00:31:03.000 But the Democrats have done this to strengthen their hand, I think, not only in fighting against Roy Moore when he gets elected on December 12th, but also against Donald Trump.
00:31:12.000 You know, there are early rumors, there are early talks already.
00:31:16.000 About, well, Al Frankenstein steps down.
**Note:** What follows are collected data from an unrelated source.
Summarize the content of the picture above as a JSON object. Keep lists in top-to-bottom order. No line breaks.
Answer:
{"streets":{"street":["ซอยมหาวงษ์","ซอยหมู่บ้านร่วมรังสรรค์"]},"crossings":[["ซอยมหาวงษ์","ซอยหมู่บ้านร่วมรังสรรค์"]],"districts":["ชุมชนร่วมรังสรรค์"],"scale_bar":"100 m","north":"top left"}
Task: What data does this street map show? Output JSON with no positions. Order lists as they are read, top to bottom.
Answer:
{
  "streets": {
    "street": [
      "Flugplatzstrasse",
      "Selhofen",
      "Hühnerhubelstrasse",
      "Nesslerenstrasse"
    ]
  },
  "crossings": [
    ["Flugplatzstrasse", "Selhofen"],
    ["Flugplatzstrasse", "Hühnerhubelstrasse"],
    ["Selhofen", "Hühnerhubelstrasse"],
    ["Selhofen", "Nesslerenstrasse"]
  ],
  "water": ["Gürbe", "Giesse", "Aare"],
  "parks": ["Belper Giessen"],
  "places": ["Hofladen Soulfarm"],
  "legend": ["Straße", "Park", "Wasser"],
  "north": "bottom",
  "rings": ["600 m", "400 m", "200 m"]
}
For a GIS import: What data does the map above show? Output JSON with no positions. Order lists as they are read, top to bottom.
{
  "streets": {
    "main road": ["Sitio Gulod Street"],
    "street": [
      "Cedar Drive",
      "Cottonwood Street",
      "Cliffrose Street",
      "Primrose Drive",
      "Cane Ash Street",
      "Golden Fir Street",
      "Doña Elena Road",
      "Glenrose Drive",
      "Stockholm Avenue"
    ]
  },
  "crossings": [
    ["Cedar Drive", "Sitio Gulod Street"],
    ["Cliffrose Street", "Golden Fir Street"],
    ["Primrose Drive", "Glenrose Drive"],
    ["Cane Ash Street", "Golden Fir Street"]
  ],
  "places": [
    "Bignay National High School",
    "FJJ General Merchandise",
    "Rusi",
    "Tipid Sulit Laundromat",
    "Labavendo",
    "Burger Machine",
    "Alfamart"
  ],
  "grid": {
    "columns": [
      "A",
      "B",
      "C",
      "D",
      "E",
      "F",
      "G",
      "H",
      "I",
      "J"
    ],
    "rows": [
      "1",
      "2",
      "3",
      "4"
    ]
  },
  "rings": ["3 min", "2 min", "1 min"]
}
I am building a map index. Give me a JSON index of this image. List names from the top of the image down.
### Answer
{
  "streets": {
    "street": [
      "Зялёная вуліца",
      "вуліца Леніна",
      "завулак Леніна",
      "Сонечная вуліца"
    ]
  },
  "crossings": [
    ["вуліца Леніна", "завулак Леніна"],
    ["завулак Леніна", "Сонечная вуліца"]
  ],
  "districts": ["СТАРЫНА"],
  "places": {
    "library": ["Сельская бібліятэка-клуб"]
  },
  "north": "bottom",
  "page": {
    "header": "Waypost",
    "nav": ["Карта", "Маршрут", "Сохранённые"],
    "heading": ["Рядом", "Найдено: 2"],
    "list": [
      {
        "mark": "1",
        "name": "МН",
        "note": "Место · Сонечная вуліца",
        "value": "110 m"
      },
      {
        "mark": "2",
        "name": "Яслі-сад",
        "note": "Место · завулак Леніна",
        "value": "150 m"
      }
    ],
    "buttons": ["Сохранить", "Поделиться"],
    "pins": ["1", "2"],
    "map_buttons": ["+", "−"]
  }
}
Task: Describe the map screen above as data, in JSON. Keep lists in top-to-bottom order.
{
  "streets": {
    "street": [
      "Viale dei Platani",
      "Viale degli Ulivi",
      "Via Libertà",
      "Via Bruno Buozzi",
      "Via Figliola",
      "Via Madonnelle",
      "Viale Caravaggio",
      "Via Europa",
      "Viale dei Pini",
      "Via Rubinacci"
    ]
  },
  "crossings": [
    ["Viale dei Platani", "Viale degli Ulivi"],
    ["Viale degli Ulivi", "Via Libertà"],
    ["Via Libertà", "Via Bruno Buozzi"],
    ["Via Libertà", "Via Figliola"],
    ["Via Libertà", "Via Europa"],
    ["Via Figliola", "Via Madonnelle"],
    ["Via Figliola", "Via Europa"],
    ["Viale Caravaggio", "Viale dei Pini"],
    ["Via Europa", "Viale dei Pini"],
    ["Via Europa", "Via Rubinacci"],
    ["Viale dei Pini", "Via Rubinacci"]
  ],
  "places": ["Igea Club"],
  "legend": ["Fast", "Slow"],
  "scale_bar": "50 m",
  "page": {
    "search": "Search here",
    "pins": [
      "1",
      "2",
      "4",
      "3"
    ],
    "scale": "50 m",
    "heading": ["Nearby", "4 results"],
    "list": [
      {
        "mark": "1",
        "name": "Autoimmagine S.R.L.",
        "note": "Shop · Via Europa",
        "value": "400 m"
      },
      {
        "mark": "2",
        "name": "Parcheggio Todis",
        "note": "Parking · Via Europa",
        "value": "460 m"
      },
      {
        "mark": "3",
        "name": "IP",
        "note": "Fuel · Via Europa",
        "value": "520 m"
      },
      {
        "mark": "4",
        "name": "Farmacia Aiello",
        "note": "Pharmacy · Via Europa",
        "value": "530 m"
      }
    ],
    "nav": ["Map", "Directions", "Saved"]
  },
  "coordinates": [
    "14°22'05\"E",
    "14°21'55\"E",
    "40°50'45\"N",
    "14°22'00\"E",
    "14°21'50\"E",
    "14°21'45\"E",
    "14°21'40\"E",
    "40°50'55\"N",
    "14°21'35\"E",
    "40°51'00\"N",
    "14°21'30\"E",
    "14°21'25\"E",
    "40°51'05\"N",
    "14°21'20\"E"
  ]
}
00:31:18.000 We talk about John Conyers.
00:31:20.000 What about Donald Trump?
00:31:22.000 What about the Hollywood access tape?
00:31:24.000 We recall this week that Billy Bush did a big New York Times op ed scolding Donald Trump, saying, Yes, you did say that.
00:31:31.000 Yes, you did say, grab him by the you know what.
00:31:35.000 And he did the rounds.
00:31:36.000 He went on Stephen Colbert for a big, you know, his big moment in the sun to say, It was, oh my God, it was so bad.
00:31:42.000 Donald Trump did say that.
00:31:44.000 It was such a crazy time, whatever.
00:31:46.000 And I think they're already setting up.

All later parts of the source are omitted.